Recently I came across a dataset and paper that was rather fascinating:
CINAR I., KOKLU M. and TASDEMIR S., (2020). “Classification of Raisin Grains Using Machine Vision and Artificial Intelligence Methods”, Gazi Journal of Engineering Sciences, vol. 6, no. 3, pp. 200-209, December 2020, DOI: https://doi.org/10.30855/gmbd.2020.03.03.
Researcher had taken photos of raisins in a dark box and then created images of the raisins that were process to be black and white like so:
With the black and white image created in the bottom left. They could then use image processing techniques to generate features like area, perimeter, etc. This simple process generates numbers to describe each raisin. This essentially converts what is ordinarily an image recognition task to a tabular data task. Which is what interested me in the first place.
I am always fascinated when in Machine Learning there is the possibility of converting from one kind of task to another. This opens the door to new approaches. Often I am experimenting with the opposite transformation from tabular data to images but this was a new approach. I tackled it in the Kaggle notebook here.
Using the same number of folds I was able to increase the accuracy with an ADABoost Classifier. The reason this works is that an ADABoost Classifier works by fitting a weak classifier model and then iteratively changing the weights per observation and combining many classifiers to classify in a non-linear way. This proved to be a stronger approach than then the classification strategies they were using.

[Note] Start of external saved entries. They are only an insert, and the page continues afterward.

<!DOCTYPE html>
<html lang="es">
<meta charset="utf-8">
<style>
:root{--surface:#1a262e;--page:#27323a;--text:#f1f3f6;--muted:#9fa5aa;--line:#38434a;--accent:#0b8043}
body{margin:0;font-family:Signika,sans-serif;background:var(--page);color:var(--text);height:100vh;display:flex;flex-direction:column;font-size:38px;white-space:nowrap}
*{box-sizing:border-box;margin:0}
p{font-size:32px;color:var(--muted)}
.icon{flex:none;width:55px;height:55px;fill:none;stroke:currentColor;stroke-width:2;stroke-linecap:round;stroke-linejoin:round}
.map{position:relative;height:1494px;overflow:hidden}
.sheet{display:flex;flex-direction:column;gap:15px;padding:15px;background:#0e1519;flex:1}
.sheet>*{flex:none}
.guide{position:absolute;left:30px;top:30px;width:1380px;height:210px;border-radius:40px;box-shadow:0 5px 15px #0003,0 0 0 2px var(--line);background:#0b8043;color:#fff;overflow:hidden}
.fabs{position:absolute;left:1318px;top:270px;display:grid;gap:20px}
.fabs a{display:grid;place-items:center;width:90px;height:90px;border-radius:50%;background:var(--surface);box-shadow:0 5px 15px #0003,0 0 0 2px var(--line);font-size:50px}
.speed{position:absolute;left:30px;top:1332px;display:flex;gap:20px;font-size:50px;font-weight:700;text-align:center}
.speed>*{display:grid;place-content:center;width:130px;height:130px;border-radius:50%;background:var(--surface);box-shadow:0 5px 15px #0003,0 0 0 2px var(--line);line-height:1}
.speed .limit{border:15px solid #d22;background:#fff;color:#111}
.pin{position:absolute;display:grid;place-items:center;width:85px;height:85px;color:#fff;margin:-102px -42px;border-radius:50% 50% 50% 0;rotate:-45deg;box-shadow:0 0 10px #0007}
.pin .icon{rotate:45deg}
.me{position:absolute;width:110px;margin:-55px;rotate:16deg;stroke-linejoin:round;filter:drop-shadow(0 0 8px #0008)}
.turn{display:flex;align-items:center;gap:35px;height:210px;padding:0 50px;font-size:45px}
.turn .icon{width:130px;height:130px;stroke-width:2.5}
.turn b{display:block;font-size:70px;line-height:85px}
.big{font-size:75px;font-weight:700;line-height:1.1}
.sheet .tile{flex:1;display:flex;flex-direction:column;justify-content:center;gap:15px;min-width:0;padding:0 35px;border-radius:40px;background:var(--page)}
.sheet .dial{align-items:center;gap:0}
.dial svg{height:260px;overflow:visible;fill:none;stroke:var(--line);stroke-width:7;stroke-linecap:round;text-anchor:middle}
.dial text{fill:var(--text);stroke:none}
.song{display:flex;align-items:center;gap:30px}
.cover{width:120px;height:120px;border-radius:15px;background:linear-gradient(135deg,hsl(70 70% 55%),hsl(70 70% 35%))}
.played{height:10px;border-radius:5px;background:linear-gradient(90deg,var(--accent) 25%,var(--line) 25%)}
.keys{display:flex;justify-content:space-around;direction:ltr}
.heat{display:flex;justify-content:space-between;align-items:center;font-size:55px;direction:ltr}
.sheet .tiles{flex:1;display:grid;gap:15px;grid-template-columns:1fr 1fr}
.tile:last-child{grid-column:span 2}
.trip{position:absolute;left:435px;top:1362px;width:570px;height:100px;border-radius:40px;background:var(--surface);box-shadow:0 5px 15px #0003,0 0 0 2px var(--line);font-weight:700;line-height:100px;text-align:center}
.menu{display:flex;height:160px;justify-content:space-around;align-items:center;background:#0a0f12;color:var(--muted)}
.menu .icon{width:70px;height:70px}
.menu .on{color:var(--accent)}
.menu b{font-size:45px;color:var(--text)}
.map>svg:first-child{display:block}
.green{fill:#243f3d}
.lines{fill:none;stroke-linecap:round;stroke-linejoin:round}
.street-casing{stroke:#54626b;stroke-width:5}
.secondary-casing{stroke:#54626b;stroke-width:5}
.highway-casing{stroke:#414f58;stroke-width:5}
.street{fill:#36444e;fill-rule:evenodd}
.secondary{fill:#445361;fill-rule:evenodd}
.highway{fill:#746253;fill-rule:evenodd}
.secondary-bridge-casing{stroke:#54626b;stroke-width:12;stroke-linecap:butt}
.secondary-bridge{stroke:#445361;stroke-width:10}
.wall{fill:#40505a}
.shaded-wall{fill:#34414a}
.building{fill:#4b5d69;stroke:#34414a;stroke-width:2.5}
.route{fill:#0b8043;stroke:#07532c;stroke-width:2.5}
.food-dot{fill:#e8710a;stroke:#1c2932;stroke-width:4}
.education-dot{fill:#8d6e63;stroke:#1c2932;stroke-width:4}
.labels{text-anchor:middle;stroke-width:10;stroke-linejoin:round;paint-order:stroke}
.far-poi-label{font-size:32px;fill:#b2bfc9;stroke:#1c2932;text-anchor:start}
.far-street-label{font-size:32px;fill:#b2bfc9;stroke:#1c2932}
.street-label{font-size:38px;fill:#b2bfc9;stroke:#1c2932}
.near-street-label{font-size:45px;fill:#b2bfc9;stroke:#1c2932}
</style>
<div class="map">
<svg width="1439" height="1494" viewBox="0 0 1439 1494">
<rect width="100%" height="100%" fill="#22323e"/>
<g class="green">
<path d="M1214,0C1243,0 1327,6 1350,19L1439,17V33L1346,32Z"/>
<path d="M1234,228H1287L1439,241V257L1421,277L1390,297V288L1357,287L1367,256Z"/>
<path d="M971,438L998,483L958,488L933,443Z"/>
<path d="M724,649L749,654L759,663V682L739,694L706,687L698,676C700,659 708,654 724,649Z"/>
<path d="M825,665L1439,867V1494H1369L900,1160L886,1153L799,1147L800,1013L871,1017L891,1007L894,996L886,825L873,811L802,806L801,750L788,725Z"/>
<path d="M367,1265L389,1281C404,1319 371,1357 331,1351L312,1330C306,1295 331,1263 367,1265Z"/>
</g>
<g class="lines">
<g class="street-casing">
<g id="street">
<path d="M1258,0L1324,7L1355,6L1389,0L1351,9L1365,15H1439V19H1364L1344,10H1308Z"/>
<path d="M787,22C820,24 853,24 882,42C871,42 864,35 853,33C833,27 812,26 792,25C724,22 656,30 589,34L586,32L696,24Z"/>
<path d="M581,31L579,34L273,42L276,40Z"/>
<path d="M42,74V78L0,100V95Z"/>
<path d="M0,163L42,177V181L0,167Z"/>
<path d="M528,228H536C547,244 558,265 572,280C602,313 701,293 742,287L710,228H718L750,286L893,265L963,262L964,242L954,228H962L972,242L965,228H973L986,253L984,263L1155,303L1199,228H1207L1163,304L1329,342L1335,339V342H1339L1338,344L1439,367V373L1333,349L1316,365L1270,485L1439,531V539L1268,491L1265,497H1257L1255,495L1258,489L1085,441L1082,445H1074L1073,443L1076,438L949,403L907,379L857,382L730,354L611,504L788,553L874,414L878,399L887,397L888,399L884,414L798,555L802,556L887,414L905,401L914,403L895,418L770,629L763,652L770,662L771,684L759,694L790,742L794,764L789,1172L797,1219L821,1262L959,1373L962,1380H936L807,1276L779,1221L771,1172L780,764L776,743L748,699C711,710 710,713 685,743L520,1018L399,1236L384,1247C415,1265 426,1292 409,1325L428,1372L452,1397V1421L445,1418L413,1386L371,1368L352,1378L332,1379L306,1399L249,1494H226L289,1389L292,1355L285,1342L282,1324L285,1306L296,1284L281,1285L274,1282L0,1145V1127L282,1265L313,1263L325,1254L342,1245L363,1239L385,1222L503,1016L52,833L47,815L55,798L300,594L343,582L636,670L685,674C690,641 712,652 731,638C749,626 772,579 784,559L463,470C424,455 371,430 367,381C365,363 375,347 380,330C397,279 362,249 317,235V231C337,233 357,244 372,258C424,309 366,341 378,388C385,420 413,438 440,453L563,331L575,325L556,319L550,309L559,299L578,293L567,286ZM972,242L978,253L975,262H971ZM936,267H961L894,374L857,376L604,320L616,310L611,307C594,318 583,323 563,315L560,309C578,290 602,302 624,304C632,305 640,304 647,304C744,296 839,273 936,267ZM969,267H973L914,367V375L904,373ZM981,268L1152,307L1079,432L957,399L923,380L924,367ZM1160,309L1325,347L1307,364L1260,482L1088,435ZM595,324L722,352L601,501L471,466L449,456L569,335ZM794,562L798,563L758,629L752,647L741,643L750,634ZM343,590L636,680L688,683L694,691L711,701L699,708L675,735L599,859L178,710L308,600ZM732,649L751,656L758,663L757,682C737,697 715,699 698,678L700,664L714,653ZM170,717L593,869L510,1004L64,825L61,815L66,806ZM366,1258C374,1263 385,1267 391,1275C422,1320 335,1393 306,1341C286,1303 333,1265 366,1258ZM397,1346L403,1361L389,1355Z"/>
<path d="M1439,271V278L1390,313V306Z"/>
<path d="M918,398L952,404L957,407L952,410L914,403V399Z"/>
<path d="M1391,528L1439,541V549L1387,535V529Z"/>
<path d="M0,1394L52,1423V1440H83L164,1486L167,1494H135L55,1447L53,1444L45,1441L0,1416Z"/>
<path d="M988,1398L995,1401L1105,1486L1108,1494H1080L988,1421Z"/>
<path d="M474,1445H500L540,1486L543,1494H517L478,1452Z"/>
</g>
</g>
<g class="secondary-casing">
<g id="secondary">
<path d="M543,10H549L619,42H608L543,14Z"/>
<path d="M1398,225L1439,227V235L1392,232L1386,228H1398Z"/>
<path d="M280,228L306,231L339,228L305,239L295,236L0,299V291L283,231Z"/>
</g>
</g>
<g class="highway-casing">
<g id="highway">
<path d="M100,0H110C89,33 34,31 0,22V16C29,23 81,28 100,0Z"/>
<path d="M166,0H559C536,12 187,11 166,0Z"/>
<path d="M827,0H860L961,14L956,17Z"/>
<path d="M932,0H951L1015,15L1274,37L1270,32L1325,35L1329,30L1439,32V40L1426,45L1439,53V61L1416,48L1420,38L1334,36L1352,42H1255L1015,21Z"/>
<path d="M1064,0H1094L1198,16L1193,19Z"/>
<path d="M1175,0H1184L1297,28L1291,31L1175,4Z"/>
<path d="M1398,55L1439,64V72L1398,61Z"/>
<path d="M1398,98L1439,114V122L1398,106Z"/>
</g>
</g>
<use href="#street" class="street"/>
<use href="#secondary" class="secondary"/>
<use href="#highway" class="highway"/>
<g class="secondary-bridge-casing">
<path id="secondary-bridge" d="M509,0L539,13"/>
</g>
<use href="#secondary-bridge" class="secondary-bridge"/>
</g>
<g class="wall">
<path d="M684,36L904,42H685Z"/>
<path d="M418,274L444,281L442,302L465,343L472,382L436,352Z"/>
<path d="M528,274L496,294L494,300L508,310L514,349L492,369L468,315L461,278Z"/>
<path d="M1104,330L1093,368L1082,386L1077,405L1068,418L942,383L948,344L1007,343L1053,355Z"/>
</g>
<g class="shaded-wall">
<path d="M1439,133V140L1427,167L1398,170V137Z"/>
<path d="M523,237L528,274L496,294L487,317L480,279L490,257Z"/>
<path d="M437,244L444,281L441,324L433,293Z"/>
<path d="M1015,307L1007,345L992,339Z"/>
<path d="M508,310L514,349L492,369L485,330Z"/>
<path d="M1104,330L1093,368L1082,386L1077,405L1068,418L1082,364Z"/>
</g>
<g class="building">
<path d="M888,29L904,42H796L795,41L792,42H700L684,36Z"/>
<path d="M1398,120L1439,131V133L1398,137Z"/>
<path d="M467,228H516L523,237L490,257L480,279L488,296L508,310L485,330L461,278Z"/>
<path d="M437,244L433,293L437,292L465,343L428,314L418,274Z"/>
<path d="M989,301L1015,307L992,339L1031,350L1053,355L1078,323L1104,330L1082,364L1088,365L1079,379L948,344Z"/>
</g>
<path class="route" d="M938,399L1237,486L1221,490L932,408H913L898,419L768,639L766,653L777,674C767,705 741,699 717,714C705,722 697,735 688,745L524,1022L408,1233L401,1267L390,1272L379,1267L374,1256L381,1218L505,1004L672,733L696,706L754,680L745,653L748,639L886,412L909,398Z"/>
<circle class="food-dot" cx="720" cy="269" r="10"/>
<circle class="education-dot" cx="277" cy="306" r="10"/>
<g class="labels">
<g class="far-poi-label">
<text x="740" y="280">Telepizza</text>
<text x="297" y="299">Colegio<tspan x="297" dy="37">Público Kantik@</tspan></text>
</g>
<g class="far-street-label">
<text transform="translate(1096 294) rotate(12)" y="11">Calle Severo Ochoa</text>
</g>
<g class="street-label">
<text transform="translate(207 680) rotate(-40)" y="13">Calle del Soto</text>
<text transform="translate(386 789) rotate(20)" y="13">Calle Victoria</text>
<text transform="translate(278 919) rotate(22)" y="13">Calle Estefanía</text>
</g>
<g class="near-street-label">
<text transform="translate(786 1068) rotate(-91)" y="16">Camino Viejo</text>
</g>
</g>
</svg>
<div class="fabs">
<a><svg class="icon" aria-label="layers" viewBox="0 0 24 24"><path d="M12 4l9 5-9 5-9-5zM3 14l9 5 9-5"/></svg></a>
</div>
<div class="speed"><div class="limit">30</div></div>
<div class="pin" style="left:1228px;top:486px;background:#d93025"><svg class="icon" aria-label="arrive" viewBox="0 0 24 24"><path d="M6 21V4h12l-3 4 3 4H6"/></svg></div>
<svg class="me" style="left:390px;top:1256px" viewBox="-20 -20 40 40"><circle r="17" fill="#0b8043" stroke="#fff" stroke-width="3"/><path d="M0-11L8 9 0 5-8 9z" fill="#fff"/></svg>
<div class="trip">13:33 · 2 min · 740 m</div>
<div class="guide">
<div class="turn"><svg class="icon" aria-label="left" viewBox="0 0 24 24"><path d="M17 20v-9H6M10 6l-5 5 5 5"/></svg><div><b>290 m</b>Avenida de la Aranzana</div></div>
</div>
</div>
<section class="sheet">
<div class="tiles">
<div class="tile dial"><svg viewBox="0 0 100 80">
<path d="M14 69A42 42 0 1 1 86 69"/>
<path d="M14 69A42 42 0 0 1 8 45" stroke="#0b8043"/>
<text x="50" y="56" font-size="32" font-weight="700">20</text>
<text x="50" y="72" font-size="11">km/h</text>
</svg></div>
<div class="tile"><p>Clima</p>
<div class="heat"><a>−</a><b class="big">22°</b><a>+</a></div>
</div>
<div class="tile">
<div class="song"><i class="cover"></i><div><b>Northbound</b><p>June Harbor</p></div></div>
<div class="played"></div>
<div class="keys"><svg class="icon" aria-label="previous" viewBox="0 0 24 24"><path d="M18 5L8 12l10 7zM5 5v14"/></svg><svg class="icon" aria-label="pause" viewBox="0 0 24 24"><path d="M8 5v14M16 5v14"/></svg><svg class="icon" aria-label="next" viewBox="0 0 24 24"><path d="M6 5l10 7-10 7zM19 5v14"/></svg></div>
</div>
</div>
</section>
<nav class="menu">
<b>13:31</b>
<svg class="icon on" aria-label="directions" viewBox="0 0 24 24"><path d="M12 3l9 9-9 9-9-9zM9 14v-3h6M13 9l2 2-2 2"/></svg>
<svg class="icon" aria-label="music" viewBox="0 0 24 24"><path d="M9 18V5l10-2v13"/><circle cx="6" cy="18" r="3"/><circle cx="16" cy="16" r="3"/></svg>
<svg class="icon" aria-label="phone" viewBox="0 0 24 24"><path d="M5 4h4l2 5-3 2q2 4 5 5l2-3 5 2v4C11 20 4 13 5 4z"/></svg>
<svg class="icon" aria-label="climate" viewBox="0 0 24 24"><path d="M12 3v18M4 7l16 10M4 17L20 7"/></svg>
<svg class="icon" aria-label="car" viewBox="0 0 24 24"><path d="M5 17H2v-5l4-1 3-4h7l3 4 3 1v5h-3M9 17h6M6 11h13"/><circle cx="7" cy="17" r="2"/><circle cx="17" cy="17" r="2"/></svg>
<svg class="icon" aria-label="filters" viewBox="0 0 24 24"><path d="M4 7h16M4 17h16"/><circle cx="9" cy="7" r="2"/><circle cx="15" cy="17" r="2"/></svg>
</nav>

I was able to quickly determine a better classifier than the one used in the paper thanks to Pycaret’s compare_model feature:
You can see the decision boundary here:
I’m glad this dataset was shared and that I was able to achieve the accuracy I did. I’ll keep an eye out if the researchers involved go on to develop more in this area. I’m definitely thankful they shared this with the machine learning community.